Nothing screams Christmas like being quizzed about your love life by a random great-aunt.

Christmas doesn’t always feel like the most wonderful time of year when you’re single. 

Whether it’s Love Actually, The Holiday, a plethora of festive adverts featuring photogenic couples exchanging perfectly chosen gifts and hosting their equally gorgeous, equally coupled-up mates for lavish dinners or the dreaded ‘boy done good’ social media posts (see also: “I can’t believe what this one got me!”), ’tis the season to feel all too aware that you’re riding solo.

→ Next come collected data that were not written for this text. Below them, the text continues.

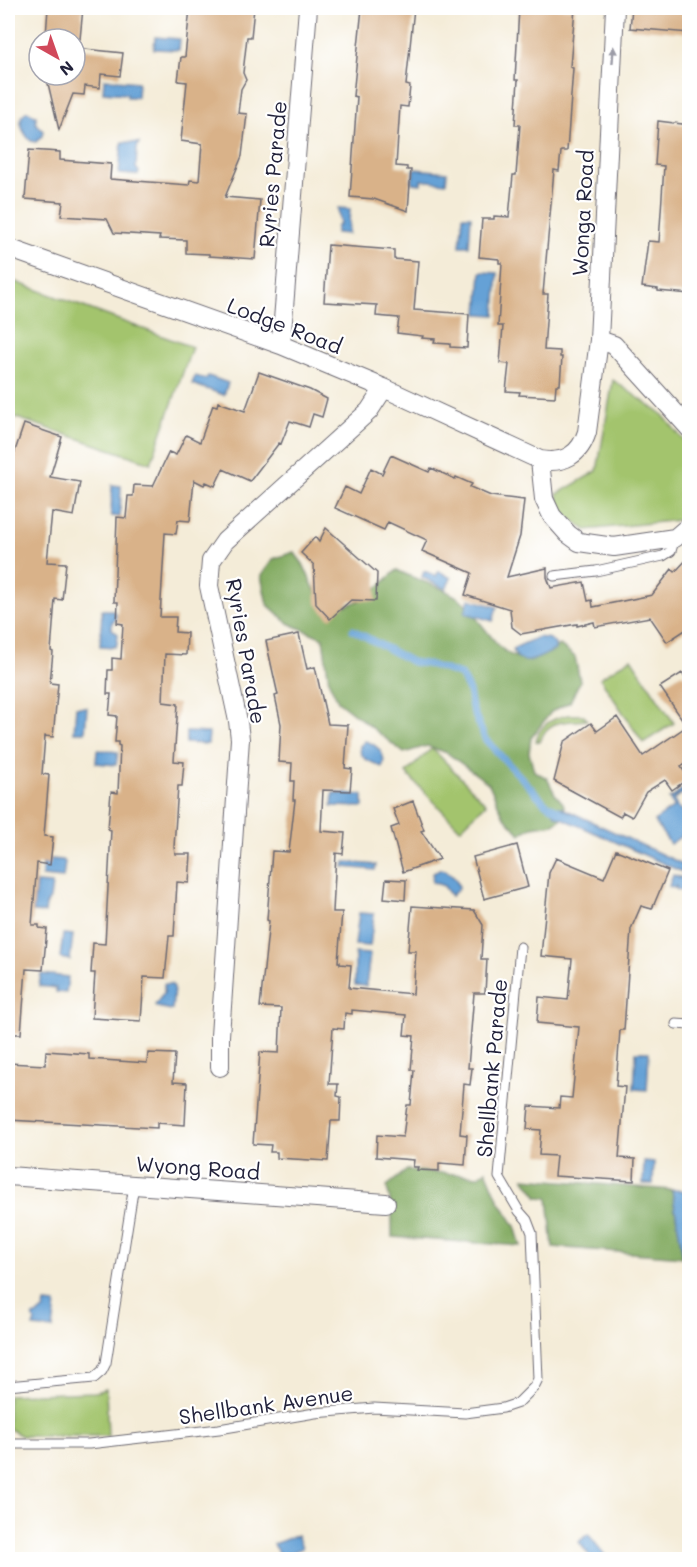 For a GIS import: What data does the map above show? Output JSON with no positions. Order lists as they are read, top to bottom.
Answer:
{
  "streets": {
    "street": [
      "Ryries Parade",
      "Wonga Road",
      "Lodge Road",
      "Wyong Road"
    ],
    "lane": ["Shellbank Parade", "Shellbank Avenue"]
  },
  "crossings": [
    ["Ryries Parade", "Lodge Road"],
    ["Wonga Road", "Lodge Road"],
    ["Shellbank Parade", "Shellbank Avenue"]
  ],
  "one_way": ["Wonga Road"],
  "north": "bottom right"
} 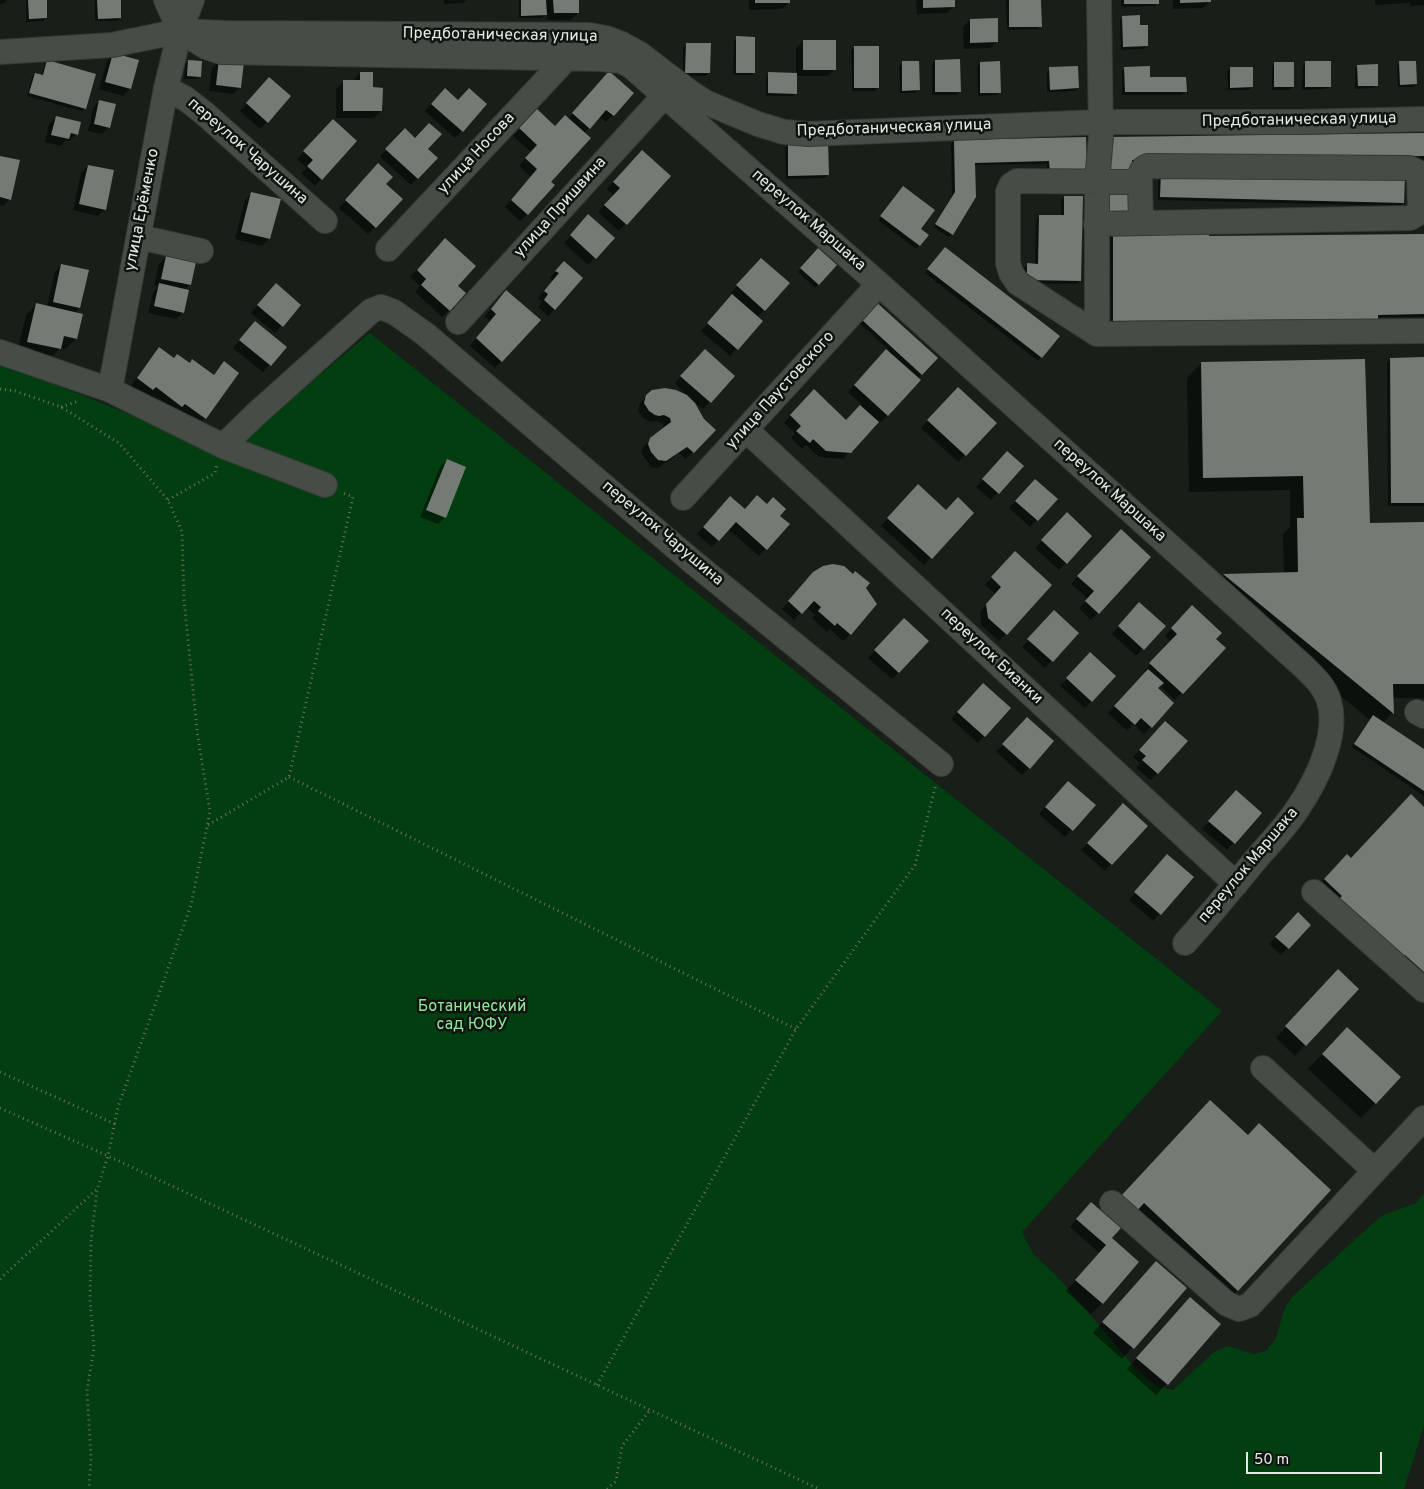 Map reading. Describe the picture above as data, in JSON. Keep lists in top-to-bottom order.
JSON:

And then there’s the potential for awkward interrogation from extended family members or your parents’ friends who, despite the fact that they haven’t seen you for the best part of a decade, think it’s somehow appropriate to ask probing questions about your love life (or total lack thereof). Bridget Jones’s Diary might not be the pinnacle of cinematic realism (there’s the eternal mystery of how she affords that Borough Market flat on a PR assistant’s salary, for one thing), but the scene where our heroine attends the annual turkey curry buffet and gets waylaid by elderly acquaintances bemoaning her lack of partner could basically be a documentary.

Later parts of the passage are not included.